Life is hard. We hear that all the time. We rant about it. We cry about it. We talk about how frustrated we are; we talk about how lonely we are; we talk about the anxiety in the world. And yes, those things are undoubtedly there and often, but I can’t help but wonder: Do we think that life in the past was somehow more perfect? Think on the Romantic Era. Do we think that the poets we love from that time had no distasteful life to deal with? Do you think that there were no life-capsizing storms that weren’t pretty? I doubt those storms were any more aesthetic than ours are before they were painted in the stunning hues of beautiful language.

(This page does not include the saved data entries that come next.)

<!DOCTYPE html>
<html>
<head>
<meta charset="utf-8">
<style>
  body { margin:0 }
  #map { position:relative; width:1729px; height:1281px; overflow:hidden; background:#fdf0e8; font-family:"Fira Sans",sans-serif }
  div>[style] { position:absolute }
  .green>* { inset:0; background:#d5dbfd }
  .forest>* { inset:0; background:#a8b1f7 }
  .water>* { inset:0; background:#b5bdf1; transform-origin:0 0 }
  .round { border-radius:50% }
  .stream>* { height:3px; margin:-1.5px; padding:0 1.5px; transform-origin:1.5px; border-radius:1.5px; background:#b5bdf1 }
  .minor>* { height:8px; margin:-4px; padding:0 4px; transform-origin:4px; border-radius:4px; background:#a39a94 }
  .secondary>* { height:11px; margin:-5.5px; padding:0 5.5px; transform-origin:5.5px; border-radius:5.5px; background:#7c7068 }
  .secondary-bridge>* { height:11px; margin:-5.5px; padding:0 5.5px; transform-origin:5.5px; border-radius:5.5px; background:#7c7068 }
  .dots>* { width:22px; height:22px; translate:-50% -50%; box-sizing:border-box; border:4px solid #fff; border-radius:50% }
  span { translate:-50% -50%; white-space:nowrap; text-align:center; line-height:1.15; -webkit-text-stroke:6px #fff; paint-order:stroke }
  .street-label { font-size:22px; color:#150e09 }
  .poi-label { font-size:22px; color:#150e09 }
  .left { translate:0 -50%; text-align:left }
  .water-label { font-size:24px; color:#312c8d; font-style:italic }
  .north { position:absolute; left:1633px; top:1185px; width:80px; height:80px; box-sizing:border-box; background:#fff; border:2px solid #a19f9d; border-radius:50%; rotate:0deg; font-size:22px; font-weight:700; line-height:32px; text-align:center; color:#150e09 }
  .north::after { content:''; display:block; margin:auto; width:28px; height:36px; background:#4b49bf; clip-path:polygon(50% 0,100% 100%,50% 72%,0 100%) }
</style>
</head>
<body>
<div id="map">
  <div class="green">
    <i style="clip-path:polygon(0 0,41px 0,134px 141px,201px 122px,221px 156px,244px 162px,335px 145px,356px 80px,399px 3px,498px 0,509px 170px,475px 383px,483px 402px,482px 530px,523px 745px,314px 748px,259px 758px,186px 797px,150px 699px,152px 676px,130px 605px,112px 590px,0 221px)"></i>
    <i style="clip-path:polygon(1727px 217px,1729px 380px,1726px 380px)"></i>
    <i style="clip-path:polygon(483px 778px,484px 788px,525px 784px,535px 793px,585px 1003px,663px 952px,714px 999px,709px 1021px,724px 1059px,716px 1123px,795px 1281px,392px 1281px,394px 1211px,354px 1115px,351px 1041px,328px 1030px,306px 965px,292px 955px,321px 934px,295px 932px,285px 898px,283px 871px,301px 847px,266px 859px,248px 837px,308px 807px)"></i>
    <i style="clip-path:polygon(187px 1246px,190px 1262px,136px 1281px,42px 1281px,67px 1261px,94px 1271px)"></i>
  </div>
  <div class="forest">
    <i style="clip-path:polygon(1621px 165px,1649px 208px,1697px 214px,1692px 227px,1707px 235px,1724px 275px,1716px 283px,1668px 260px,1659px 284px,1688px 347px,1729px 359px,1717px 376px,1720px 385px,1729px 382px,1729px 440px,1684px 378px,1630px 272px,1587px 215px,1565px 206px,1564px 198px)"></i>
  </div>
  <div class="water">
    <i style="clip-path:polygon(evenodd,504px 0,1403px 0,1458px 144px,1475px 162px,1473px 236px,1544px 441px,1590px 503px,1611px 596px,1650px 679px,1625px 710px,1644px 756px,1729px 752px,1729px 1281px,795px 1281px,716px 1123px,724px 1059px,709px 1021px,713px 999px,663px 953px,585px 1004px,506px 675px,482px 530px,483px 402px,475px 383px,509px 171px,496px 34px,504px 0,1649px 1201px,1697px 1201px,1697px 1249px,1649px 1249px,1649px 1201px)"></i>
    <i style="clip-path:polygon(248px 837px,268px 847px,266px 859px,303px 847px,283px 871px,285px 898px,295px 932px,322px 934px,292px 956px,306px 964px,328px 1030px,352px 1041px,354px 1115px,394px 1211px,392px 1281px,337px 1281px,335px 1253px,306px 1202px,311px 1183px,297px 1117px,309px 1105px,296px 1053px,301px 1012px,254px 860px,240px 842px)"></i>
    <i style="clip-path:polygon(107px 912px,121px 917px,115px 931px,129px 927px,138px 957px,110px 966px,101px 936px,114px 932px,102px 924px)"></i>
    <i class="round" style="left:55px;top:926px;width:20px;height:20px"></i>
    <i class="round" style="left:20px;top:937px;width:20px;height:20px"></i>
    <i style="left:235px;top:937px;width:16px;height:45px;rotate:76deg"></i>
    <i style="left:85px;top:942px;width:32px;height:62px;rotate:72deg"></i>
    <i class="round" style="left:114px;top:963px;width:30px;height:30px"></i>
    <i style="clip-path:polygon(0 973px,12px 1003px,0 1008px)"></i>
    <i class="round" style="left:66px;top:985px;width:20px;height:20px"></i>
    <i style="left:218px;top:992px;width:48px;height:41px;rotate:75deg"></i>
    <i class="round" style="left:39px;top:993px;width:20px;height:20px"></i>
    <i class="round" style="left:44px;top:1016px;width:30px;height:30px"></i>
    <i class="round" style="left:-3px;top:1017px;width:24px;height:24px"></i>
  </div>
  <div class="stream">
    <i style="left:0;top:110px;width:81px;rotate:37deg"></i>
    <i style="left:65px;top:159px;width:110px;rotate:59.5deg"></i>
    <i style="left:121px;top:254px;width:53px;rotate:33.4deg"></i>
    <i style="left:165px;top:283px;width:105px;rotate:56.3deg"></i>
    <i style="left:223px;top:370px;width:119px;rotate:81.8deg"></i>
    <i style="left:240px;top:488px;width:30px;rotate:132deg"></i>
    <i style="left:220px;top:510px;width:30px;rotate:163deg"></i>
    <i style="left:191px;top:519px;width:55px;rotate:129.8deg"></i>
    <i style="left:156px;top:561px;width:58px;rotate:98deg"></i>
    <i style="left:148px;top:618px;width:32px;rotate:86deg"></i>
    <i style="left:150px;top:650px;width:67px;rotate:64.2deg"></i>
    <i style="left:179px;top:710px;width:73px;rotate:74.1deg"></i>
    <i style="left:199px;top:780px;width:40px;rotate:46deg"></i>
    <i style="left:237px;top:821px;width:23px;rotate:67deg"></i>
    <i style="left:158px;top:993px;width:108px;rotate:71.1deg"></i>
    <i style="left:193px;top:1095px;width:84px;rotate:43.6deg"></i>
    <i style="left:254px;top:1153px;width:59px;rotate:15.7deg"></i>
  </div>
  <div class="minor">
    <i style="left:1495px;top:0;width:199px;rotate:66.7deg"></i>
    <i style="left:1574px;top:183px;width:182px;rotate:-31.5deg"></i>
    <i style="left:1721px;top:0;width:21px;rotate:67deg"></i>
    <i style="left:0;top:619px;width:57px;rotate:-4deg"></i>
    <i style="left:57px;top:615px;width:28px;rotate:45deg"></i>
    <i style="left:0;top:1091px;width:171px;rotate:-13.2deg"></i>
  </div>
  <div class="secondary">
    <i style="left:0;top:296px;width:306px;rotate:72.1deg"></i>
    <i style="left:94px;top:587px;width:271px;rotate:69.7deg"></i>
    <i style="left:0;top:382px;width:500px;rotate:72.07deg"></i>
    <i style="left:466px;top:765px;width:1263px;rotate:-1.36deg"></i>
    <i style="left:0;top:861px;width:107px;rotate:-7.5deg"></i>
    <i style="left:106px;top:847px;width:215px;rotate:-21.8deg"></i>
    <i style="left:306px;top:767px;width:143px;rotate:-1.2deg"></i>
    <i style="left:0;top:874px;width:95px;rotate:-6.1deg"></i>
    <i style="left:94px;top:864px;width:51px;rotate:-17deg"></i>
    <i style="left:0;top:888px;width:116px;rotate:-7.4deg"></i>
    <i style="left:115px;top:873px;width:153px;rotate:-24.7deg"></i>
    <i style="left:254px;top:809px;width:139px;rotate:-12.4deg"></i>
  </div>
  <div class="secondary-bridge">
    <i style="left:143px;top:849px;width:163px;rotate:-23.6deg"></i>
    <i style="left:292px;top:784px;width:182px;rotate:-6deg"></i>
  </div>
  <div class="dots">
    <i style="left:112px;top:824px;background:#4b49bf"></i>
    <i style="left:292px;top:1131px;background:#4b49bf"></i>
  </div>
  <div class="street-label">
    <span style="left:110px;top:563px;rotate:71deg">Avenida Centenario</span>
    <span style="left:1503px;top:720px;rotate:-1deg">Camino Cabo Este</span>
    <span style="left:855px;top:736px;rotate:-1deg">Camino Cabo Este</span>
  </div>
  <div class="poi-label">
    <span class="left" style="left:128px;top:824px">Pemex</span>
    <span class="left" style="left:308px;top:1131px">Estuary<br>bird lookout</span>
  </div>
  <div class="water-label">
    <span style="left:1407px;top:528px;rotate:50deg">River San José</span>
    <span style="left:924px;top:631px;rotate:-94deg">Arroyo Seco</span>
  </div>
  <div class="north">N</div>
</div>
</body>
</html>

Their world was so far from perfect, and one could argue it was farther from it even than ours. And yet, they wrote such passionate work on the loveliness of nature, the joys of love, and the contentment in the mundane. They said things like, “Bright star, would I were stedfast as thou art…” (John Keats, “Bright Star…”) and “I could not love thee (Dear) so much,/Lov’d I not honor more” (Richard Lovelace, “To Lucasta…”). Even in writing on the heartbreak that often accompanies love or the anguish or fear they were experiencing, they did it in such a positively breathtaking way. The second of my above examples is from a poem about leaving the one you love and going to war, and John Keats, while dying, wrote the most astonishing poem on his fear of “ceasing to be.” We in our modern world, for some reason, think it is necessary to use foul, ugly language to describe what is foul and ugly in this world. But the truth is, we don’t. Somehow those masters of words used the most stunning vocabulary, the most beautiful metaphors, the perfect phraseology to describe even the things that were imperfect, and it amazes me.
Our issue is, we fail to recognize the loveliness of life. Simple, lovely life. Even in the imperfections, our marvelous human brains and hearts can find something beautiful, but we have forgotten how. That is why the Romantic Era is called the Romantic Era: They romanticized everything. Nowadays, that has a negative connotation, as if they were too naive or disconnected with reality. But honestly, was their endeavor so wrong? Do you think they were less happy for it? Could they have been any more miserable than the people in our world today? The most sought after thing is happiness and yet dissatisfaction is a common factor for a majority of human beings living on this planet… Maybe they Romantics had it right, even if we do say they were just dreamers. Maybe our own stubborn insistence to paint in shades of bitterness instead of grace is costing us just a little more peace and joy in the everyday.
I guess I’ve just grown weary of ugliness–of the foul nature of the world. My goal is to capture the beauty of it. It is, indeed, still there if you look for it… You don’t even have to look hard. You just have to look with intentionality. I believe we’ve got life all wrong because we only notice what is wrong in life…
But what of what is right–what is lovely?